I wrote in “Don’t pop down to Belgium to buy your phone…” that “After a little research, it turns out that Apple has certainly made the Belgian modes SIM-lock free exactly as the Belgian courts require — hard bundling, or koppelverkoop, is illegal in Belgium. However, the new SIMs must come from Belgium. SIM cards from any other country will not work. So, if you’re hoping to drive south of the border and pick yourself up a cheap Belgium SIM-lock free iPhone 3G to use in the Netherlands — or indeed anywhere else in the world, you’d be €600 out of pocket and the unhappy owner of a brick (or some heft roaming charges).”

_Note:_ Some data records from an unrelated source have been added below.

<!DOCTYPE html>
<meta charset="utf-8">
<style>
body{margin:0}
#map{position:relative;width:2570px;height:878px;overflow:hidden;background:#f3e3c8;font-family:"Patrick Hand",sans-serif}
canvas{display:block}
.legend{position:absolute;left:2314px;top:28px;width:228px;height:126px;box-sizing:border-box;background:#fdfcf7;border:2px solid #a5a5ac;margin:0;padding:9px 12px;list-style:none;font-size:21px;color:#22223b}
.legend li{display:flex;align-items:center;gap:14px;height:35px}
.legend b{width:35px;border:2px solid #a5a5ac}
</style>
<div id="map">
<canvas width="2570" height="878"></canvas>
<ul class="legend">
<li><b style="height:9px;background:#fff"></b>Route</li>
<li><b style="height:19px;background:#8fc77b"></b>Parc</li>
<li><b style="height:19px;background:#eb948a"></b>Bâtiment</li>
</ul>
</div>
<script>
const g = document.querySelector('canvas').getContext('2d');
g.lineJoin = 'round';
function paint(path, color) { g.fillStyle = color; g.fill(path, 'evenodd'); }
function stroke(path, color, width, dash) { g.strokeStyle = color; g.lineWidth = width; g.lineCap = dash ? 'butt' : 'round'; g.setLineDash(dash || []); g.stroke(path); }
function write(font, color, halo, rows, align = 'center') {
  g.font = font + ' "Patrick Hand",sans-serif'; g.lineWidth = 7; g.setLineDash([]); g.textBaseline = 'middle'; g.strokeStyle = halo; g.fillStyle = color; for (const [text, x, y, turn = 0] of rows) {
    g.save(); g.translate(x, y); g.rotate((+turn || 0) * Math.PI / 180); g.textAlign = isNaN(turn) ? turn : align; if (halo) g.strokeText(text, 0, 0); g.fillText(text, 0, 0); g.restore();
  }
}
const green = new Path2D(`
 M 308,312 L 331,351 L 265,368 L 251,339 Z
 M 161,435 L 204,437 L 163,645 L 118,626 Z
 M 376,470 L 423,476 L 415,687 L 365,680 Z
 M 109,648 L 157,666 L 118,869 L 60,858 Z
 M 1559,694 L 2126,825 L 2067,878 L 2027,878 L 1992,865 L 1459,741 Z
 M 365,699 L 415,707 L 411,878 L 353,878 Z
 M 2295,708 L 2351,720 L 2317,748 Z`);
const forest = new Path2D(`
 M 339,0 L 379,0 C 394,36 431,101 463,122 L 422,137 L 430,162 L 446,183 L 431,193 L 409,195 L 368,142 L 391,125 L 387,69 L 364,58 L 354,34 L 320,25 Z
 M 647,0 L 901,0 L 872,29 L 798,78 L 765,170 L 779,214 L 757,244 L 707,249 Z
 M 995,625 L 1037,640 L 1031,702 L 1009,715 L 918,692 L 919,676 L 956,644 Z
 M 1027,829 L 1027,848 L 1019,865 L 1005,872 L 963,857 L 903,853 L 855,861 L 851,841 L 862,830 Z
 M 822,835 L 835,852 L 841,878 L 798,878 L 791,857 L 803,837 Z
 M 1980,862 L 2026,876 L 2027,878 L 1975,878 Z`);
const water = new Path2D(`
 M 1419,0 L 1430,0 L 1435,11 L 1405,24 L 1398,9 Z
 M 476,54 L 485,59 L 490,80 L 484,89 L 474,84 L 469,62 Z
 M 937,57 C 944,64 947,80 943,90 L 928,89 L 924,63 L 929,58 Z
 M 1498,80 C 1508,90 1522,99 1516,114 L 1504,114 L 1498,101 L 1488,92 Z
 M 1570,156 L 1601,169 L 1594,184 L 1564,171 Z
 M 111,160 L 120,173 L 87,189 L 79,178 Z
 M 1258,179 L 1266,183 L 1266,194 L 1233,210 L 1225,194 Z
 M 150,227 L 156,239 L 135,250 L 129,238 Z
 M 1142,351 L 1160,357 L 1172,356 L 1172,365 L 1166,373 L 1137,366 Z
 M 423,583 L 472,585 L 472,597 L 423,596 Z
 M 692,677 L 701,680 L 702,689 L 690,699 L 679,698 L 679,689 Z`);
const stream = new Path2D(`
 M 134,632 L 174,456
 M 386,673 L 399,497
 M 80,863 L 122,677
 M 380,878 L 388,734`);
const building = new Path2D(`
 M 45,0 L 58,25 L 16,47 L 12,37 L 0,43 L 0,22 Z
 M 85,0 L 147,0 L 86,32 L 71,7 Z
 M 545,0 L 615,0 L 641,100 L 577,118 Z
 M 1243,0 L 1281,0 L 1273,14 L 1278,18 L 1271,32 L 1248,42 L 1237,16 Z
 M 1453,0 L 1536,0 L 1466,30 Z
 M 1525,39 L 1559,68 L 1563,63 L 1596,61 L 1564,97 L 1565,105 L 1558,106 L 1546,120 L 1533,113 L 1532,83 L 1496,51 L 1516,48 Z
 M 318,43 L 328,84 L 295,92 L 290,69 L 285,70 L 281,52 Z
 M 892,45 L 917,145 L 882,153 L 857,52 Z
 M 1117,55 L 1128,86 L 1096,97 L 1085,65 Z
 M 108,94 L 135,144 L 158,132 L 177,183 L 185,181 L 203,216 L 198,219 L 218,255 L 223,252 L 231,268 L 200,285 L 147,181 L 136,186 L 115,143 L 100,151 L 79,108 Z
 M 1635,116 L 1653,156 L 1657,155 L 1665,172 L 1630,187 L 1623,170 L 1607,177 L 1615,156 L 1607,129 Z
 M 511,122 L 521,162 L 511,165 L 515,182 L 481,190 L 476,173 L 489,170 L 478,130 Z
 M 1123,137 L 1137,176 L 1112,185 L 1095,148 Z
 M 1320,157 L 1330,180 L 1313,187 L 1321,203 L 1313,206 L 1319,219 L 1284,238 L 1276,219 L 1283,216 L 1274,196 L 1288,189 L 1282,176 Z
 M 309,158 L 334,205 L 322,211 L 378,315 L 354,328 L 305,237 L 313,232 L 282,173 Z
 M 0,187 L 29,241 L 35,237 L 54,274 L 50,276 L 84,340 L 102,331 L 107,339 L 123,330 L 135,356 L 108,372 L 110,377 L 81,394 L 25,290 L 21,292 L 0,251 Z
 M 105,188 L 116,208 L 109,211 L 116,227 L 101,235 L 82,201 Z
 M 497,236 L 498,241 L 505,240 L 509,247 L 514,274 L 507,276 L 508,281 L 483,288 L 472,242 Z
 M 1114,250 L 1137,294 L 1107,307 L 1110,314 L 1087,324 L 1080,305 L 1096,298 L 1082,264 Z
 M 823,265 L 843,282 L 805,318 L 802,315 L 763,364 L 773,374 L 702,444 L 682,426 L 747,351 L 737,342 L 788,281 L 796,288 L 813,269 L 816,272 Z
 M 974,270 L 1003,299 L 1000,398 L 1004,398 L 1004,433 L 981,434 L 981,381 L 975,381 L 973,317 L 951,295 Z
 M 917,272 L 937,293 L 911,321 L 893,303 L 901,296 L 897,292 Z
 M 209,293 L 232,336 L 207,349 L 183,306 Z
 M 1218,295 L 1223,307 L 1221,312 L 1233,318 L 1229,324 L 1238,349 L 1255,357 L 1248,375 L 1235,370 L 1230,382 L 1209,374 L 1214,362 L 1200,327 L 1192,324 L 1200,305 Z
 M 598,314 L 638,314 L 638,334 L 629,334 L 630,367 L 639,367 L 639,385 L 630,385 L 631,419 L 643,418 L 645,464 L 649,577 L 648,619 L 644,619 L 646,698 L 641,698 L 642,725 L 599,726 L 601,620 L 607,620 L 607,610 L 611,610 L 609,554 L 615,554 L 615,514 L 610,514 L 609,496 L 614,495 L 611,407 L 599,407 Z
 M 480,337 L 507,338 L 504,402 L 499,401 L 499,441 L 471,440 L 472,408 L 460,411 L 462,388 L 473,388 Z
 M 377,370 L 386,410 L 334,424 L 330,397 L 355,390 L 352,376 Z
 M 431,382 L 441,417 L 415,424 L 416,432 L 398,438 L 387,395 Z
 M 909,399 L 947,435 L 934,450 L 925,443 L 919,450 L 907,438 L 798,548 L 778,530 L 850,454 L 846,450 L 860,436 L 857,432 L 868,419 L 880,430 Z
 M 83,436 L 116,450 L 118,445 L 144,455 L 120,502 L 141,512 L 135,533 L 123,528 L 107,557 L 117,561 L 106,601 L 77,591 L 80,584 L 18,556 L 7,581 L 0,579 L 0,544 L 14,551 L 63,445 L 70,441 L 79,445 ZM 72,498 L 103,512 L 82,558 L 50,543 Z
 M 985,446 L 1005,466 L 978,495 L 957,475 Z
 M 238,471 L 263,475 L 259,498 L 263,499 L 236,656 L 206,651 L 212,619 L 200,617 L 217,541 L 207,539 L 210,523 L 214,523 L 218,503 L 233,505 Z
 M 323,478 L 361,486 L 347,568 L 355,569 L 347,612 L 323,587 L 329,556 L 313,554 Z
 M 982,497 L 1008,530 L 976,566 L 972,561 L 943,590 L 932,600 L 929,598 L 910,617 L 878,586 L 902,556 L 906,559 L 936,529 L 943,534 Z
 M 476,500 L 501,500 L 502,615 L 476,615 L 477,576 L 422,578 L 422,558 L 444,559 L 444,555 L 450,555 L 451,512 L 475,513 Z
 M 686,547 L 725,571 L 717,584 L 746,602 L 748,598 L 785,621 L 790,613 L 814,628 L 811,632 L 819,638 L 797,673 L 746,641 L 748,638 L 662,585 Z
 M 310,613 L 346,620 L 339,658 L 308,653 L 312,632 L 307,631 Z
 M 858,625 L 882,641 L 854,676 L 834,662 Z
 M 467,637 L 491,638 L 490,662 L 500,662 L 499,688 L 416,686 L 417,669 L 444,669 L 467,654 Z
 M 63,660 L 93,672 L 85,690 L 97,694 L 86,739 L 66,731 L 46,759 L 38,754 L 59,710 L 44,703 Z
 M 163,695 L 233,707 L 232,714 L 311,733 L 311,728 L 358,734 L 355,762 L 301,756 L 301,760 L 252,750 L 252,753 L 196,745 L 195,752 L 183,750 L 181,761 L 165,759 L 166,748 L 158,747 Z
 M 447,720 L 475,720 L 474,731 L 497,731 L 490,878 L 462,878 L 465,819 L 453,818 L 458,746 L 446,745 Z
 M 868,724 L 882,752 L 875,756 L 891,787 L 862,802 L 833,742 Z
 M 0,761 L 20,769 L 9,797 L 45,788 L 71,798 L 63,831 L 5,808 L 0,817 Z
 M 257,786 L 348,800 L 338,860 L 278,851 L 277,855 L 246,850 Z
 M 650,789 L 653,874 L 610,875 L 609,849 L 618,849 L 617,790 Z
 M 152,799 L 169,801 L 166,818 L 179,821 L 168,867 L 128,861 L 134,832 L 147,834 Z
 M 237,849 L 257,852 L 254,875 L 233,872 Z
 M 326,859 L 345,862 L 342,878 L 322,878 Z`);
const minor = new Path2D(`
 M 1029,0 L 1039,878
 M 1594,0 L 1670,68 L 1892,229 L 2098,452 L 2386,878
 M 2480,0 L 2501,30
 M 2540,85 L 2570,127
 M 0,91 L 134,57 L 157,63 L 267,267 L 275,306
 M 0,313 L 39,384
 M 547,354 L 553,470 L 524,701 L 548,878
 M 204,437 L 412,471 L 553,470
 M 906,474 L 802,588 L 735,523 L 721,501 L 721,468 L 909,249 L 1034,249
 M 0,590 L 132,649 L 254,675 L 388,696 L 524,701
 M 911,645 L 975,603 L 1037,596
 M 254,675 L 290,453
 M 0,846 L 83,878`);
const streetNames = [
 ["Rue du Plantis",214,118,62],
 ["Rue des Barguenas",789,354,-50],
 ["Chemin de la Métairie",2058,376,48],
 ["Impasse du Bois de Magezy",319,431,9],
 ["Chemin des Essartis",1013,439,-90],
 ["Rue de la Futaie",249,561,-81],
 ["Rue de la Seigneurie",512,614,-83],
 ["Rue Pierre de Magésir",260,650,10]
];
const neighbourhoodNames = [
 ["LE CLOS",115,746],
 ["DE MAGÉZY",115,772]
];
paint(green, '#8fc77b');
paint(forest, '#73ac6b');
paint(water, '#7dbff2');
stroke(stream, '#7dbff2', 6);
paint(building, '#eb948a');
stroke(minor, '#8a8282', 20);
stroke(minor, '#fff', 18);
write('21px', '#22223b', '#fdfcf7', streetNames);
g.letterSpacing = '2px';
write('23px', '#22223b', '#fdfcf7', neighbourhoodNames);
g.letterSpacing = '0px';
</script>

As Knight points out in the comments, the Belgium iPhones do indeed work with any SIM from any network and any country. What confused me was that Mobistar and Apple said (at the time of writing the post) that the iPhones would not work with SIMs from other countries. Since then, they have taken this notice down from the website. It was either a straight lie in order to prevent consumers from other countries visiting Belgium to buy their iPhones, or since then — perhaps based on a court order — Apple has made their iPhones fully SIM-lock free in Belgium. As Knight also points out, it does leave me with a comparatively rather expensive (and as I write, still SIM-locked) iPhone. <sigh> For our American readers, you’re still looking at around $900-something for a SIM-lock free iPhone. Also note that they are, just as in other countries, very scarce.
Next step: how many mail order Belgium iPhone businesses are we going to see start up? How much more, if anything, will people be willing to pay for a legally unlocked iPhone? Given that some good apps only work with Installer (i.e. only work on a jail-broken iPhone), will some people attach more value to a jail-broken iPhone that a legal one?